I am a fourth-year Ph.D. student at School of Mathematical Sciences, Shanghai Jiao Tong University (SJTU). Before that, I received my Bachelor’s degree from Zhiyuan College of SJTU in 2021.
I am currently advised by Prof. Zhiqin Xu. My research interests are in understanding deep learning from the training process, loss landscape, generalization and application, and also the interpretability of large language models.
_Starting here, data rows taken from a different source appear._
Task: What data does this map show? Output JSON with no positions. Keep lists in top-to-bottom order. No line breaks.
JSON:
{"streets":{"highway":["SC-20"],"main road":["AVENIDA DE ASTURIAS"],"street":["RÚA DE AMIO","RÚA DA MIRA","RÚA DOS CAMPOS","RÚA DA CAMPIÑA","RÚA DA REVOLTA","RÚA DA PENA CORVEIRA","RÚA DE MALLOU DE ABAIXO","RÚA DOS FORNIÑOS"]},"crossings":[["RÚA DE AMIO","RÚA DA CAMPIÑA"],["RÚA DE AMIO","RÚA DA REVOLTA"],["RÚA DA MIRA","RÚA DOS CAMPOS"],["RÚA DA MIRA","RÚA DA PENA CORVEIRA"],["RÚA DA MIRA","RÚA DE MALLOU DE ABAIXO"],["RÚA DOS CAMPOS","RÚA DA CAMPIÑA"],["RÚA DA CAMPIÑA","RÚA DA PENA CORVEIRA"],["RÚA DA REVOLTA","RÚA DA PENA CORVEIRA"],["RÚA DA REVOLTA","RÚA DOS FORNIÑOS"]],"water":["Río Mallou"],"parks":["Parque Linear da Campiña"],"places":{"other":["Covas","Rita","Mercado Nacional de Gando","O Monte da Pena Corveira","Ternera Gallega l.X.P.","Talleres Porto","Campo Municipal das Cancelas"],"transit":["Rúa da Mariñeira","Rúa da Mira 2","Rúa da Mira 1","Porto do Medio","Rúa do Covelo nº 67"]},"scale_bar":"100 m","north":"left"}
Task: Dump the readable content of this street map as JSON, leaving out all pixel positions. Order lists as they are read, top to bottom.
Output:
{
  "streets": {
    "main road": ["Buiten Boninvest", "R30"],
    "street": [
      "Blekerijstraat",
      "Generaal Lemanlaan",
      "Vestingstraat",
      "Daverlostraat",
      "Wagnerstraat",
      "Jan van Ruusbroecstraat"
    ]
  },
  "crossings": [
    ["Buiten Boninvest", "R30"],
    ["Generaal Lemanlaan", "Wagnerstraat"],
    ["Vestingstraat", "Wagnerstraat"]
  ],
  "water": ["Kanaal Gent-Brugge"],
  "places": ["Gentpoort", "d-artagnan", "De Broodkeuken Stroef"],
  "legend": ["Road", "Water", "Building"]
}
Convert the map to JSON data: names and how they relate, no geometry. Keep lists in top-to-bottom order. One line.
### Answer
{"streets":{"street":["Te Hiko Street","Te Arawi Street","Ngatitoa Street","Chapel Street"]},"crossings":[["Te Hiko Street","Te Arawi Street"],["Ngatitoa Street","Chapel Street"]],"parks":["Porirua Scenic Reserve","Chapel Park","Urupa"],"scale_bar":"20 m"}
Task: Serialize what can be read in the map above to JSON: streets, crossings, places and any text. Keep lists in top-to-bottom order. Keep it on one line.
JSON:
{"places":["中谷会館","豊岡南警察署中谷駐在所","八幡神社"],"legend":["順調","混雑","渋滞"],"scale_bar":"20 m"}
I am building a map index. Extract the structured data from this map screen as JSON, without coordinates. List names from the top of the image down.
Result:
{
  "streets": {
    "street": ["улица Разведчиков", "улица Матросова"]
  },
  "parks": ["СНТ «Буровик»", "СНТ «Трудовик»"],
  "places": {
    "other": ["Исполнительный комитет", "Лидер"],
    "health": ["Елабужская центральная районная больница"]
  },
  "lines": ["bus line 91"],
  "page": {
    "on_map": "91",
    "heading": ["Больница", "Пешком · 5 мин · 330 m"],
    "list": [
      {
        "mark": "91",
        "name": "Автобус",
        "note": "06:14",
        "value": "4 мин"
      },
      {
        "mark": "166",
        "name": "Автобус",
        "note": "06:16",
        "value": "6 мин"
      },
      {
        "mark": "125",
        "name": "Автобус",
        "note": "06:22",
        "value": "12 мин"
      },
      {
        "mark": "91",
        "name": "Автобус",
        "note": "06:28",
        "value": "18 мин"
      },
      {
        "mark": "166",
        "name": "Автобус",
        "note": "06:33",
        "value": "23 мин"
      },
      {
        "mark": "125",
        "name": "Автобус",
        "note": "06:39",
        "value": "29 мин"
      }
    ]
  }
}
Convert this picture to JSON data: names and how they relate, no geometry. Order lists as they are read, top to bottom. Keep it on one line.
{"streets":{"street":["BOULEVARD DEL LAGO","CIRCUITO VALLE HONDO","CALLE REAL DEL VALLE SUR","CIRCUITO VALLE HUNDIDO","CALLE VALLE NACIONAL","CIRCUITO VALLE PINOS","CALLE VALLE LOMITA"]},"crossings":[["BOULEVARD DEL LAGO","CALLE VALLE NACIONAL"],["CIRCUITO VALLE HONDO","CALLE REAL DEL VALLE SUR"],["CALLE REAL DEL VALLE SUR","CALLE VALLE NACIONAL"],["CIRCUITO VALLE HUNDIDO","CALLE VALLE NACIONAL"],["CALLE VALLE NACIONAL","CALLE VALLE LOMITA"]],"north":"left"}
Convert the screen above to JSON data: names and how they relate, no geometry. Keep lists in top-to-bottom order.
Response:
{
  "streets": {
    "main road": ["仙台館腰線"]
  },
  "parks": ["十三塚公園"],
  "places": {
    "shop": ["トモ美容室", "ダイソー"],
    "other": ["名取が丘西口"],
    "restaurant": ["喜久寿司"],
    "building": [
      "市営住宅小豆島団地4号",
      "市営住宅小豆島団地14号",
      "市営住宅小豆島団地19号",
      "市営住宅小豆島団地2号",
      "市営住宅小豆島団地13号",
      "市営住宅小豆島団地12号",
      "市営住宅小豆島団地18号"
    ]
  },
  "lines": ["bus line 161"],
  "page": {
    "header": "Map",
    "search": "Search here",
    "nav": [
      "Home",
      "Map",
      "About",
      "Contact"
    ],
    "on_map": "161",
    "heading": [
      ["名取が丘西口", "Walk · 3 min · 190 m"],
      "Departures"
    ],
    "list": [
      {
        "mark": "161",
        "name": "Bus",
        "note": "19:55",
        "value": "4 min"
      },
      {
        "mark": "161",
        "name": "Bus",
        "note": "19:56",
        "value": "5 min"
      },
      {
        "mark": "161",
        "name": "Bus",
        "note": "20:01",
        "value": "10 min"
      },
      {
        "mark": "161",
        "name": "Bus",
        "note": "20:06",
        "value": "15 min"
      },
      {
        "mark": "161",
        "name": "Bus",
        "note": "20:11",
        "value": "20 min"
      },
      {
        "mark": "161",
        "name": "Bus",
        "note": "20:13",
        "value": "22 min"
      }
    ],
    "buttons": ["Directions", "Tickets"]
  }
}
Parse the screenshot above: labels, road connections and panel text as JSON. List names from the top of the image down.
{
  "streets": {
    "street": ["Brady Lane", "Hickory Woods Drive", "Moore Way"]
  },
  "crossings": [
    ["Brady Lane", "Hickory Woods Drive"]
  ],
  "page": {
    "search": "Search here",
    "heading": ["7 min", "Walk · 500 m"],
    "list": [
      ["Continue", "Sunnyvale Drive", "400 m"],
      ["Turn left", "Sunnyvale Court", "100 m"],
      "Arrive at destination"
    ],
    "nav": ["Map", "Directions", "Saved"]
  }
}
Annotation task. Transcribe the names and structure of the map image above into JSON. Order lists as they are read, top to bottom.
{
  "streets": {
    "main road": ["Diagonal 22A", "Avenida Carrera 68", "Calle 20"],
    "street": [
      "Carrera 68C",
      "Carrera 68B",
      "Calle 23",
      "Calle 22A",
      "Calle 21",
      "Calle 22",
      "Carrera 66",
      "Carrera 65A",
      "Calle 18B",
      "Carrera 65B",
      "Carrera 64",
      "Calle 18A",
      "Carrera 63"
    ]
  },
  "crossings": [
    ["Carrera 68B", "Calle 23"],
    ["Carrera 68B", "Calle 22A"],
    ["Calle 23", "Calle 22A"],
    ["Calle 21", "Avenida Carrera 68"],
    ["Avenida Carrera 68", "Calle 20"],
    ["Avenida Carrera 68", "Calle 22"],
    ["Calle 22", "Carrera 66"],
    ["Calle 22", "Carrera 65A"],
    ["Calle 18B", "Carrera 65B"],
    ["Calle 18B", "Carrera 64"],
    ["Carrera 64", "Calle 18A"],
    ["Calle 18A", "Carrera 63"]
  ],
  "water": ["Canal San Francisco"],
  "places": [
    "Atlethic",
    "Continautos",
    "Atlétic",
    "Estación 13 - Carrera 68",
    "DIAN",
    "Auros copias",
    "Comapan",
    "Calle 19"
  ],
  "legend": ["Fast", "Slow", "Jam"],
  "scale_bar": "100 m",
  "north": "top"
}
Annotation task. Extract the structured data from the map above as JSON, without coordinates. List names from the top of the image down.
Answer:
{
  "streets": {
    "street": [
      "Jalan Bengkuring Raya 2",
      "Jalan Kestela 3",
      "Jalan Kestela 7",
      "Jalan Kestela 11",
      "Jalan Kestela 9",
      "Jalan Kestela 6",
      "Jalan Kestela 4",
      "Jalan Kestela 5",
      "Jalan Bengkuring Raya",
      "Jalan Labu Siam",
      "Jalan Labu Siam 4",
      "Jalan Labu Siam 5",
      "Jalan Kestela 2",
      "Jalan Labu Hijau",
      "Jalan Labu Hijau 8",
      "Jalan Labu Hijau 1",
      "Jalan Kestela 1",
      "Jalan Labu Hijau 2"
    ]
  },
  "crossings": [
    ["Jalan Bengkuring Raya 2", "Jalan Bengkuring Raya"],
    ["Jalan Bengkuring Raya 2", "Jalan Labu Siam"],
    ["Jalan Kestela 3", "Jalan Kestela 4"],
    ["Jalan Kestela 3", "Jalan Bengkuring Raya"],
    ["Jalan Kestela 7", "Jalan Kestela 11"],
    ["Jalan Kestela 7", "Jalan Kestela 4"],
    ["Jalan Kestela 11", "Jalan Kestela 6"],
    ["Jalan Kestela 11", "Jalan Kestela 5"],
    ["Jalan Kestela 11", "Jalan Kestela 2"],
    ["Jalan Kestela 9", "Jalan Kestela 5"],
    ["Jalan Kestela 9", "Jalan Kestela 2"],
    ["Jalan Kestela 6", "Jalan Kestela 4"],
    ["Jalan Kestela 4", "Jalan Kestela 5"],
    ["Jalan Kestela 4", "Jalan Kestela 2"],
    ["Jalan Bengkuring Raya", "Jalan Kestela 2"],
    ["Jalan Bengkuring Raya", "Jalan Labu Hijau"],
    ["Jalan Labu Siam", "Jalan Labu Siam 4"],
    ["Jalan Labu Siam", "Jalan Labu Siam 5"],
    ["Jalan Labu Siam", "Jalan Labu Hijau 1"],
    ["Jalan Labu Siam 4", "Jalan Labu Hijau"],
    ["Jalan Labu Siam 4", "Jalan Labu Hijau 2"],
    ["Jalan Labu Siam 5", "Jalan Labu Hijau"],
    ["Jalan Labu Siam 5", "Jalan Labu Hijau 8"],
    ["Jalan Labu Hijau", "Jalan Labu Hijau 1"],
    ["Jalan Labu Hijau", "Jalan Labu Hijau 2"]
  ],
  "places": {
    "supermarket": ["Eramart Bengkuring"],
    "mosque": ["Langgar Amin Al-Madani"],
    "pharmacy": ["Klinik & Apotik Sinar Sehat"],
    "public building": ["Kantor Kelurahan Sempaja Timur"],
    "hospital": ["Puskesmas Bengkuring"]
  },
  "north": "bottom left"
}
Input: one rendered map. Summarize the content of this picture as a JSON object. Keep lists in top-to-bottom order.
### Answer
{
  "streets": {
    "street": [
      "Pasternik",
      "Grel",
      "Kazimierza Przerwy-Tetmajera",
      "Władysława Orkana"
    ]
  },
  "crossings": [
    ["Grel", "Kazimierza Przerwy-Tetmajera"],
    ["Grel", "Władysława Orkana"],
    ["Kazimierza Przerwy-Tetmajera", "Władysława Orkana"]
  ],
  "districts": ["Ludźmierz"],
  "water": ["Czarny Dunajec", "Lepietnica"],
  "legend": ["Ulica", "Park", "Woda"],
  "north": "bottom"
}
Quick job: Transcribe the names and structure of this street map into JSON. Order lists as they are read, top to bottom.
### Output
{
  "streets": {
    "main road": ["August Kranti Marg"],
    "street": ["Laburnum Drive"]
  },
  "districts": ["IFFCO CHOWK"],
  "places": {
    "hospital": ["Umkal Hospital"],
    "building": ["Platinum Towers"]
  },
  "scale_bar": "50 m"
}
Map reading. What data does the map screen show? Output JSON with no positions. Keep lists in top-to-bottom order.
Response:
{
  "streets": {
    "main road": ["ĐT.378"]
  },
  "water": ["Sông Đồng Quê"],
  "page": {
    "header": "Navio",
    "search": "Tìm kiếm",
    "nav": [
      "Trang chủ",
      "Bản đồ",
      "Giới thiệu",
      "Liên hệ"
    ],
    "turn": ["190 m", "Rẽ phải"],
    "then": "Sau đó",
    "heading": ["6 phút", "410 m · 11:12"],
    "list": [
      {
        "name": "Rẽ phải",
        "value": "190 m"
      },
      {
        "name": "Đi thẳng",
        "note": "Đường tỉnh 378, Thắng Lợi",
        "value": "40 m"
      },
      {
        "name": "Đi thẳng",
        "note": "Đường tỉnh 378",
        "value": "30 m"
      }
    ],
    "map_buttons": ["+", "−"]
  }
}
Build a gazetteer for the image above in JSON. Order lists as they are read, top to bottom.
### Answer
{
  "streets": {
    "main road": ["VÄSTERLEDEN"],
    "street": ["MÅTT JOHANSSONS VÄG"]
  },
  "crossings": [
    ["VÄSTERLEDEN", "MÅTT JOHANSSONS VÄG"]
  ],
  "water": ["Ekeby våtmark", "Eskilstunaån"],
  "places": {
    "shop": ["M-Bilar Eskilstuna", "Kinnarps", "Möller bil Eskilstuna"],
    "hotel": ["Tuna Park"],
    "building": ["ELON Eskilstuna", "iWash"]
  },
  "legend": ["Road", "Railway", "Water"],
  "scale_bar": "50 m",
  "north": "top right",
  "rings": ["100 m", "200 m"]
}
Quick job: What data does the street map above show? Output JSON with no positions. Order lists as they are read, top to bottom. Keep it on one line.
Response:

If you’re interested in my research, please feel free to contact me (Wechat).
🔥 News
- 2024.09: 🎉🎉 I won the 2024 China National Scholarship!
- 2024.09: 🎉🎉 One paper accepted to NeurIPS 2024!
- 2024.01: 🎉🎉 One paper accepted to ICLR 2024!
- 2024.01: 🎉🎉 One paper accepted to TPAMI!
📝 Publications
* denotes equal contribution, † denotes corresponding author, see the full list in Google Scholar.
Implicit Regularization of Dropout
Zhongwang Zhang, Zhi-Qin John Xu†
- This paper proposes a theoretical derivation of an implicit regularization of dropout, which is validated through experiments and numerically studied to understand how dropout improves generalization during neural network training by promoting weight condensation and finding flatter solutions.
Stochastic Modified Equations and Dynamics of Dropout Algorithm
Zhongwang Zhang, Yuqing Li†, Tao Luo†, Zhi-Qin John Xu†
- This paper proposes a rigorous theoretical derivation of the stochastic modified equations to approximate the discrete iterative process of dropout and empirically investigates the mechanisms by which dropout facilitates the identification of flatter minima through intuitive approximations exploiting the structural analogies in the Hessian of loss landscape and the covariance of dropout.
Zhongwang Zhang, Pengxiao Lin, Zhiwei Wang, Yaoyu Zhang, Zhi-Qin John Xu†
- This paper investigates the mechanisms of how transformers behave on unseen compositional tasks using anchor functions, revealing that the parameter initialization scale determines whether the model learns inferential solutions that capture the underlying compositional primitives or symmetric solutions that simply memorize mappings, and provides insights into the role of initialization scale in shaping the type of solution learned and their ability to generalize compositional functions.
Anchor function: a type of benchmark functions for studying language models
Zhongwang Zhang*, Zhiwei Wang*, Junjie Yao, Zhangchen Zhou, Xiaolong Li, Weinan E, Zhi-Qin John Xu†
- This paper introduces the concept of an anchor function, a type of benchmark function designed for studying language models in learning tasks that follow an “anchor-key” pattern, which serves as a valuable and accessible framework for exploring various tasks, and demonstrates its utility by revealing two basic operations by attention structures in language models: shifting tokens and broadcasting one token from one position to many positions.
Embedding principle of loss landscape of deep neural networks
Yaoyu Zhang†, Zhongwang Zhang, Tao Luo, Zhi-Qin John Xu†
- This paper proves an embedding principle that the loss landscape of a deep neural network (DNN) contains all the critical points of narrower DNNs, and proposes a critical embedding such that any critical point of a narrower DNN can be embedded to a critical point/affine subspace of the target DNN with higher degeneracy while preserving the DNN output function, providing a new perspective to study the general easy optimization of wide DNNs and unraveling a potential implicit low-complexity regularization during training.
📖 Educations
- 2021.09 - now, Ph.D., School of Mathematical Sciences, Shanghai Jiao Tong University.
- 2017.09 - 2021.06, Undergraduate, Zhiyuan College, Shanghai Jiao Tong University.